The turkish getup is typically done with a kettlebell but a sandbell or sandbag or dumbbell works too. Below kb expert Anthony D shows you how to perfom this exercise correctly plus killer tips on how to practice the different phases where people tend to get stuck or frustrated.
I don't know about you guys but the sticking point for me is just getting my upper body off the floor. I'll be practicing this exercise this month and hope to finally master it by Jan.
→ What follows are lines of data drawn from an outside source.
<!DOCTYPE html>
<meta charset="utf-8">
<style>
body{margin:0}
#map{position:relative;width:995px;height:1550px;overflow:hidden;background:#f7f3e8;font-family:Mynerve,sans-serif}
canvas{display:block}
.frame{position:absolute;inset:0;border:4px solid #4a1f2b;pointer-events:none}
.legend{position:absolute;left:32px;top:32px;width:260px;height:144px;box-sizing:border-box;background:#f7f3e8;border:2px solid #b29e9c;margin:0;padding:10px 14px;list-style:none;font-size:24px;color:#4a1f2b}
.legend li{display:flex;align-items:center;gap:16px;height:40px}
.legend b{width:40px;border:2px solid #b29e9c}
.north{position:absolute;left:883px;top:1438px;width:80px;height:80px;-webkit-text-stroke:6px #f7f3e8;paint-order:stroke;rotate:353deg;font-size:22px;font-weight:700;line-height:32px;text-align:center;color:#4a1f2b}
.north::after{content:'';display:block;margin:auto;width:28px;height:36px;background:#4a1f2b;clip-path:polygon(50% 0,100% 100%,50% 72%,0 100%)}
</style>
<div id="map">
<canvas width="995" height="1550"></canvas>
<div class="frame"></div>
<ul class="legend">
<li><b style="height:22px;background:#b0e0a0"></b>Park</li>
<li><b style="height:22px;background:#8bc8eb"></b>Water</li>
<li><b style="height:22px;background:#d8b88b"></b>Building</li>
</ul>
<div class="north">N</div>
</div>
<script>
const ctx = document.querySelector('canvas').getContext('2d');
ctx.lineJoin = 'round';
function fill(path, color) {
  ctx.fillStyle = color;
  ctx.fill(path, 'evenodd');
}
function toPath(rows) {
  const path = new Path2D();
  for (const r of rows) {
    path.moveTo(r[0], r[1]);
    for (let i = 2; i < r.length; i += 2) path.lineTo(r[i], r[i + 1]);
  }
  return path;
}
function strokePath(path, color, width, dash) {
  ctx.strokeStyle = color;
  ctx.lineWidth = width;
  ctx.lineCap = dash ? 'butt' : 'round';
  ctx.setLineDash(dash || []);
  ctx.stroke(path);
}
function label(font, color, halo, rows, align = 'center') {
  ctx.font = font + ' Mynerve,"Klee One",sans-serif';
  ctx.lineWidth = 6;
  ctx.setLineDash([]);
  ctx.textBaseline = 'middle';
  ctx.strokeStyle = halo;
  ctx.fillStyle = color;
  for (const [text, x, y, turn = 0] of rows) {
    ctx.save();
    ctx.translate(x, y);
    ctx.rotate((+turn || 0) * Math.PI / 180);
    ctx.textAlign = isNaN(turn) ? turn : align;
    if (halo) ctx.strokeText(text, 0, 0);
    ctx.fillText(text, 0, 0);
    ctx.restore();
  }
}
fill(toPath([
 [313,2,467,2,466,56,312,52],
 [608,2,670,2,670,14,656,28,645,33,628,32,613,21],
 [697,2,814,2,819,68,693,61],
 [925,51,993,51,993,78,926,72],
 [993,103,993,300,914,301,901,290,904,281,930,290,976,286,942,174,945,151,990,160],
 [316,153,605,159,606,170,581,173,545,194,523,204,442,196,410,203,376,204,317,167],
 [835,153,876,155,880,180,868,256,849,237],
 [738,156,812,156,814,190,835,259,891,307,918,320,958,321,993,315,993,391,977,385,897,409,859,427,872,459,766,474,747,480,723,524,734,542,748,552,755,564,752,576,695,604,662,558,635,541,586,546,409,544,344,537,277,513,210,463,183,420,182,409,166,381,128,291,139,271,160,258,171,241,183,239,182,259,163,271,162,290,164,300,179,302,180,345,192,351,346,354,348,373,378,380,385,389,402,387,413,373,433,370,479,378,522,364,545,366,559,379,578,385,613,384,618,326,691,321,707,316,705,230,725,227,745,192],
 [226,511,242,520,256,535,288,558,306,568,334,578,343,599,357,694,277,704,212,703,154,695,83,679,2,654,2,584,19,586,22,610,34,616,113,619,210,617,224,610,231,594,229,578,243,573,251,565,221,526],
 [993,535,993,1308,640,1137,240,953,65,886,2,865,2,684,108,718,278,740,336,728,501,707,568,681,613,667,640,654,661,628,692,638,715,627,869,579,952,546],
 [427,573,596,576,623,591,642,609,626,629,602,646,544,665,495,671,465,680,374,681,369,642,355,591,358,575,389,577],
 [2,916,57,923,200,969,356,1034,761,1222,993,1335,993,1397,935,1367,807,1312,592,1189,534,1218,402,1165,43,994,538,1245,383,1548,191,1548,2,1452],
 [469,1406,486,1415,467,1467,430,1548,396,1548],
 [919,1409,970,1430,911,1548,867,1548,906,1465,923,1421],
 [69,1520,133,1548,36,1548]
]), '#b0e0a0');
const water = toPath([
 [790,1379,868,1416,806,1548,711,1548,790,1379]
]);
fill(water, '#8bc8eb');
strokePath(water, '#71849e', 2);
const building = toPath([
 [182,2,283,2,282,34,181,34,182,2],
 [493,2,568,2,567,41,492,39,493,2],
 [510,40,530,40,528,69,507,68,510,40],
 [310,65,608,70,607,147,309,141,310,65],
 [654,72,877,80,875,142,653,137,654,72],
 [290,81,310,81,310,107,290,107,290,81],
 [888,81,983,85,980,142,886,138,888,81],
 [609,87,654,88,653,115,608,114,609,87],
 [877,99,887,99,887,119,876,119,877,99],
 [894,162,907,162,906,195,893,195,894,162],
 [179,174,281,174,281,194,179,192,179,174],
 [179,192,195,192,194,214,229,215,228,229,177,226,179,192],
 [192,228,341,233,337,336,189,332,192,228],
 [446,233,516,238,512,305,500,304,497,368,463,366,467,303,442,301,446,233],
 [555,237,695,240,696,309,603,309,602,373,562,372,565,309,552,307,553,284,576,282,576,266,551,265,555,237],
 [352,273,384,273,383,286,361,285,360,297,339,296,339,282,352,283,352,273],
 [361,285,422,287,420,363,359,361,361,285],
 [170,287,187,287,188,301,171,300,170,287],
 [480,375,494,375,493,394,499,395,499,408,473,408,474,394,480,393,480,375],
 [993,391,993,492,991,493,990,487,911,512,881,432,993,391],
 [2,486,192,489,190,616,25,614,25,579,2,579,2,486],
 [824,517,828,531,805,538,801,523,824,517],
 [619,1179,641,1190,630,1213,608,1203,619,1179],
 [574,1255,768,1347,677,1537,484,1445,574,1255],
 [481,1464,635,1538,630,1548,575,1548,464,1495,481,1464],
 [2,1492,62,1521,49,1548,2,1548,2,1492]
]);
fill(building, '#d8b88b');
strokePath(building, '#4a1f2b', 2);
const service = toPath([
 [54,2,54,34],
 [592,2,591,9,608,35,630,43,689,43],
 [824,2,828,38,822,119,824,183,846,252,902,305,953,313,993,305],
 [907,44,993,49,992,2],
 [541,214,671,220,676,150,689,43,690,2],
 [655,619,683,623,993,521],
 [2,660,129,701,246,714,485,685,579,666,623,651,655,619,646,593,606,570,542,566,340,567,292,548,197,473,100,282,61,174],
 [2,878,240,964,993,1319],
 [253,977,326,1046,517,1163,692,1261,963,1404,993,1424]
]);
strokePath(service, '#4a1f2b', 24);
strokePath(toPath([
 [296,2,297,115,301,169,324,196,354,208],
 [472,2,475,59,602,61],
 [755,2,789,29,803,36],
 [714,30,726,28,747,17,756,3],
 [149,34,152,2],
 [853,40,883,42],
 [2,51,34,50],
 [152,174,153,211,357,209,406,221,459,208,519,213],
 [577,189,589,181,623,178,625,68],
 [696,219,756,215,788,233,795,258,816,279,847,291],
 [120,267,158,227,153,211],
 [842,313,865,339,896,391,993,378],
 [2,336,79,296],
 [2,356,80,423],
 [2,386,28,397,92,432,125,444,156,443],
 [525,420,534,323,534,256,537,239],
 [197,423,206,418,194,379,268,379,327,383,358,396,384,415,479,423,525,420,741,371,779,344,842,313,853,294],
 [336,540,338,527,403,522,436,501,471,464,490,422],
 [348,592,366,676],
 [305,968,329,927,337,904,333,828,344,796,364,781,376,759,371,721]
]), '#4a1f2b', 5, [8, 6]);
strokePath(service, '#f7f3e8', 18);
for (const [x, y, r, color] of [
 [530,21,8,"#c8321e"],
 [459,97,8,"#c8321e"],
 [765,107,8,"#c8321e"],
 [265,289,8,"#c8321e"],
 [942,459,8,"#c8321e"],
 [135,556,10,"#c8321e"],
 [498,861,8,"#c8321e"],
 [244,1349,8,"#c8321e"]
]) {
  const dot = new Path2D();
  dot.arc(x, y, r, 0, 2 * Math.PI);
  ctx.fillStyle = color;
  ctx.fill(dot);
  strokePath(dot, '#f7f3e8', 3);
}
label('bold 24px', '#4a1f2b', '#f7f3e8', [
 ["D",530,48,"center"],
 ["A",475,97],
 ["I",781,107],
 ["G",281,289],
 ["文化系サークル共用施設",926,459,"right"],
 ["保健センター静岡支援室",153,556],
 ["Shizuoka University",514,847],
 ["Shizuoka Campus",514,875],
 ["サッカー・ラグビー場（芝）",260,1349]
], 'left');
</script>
It's featured in this week's new total body bootcamp workout coming later today.
Got tips for this exercise that have worked for you? Please share them below.
Comments for
Turkish Getup for Fatloss & A Total Body Workout
How often should you do the turkish get up? The demostration did the 5 drills only once per side is that 1 rep and is so how many reps should you do? Thank you
Dec 10, 2009 Rating
How To Add Turkish Getups To Your Workouts by: Monica
Great question. There are two ways you can include the turkish getup in your workouts.
You can try an entire workout with all the basic kettlebell exercises or you can try a workout that includes 1 or 2 kettlebell exercises.
If you're a beginner my suggestion would be to start with one or two kb moves then if you like it and your body responds well to kb training just replace some of the exercises in your current workouts with the getup. Usually one set of 5 on each side is good for beginners. Work up to 3 sets of 8 on each side. Not an easy exercise so take it slow and listen to your body.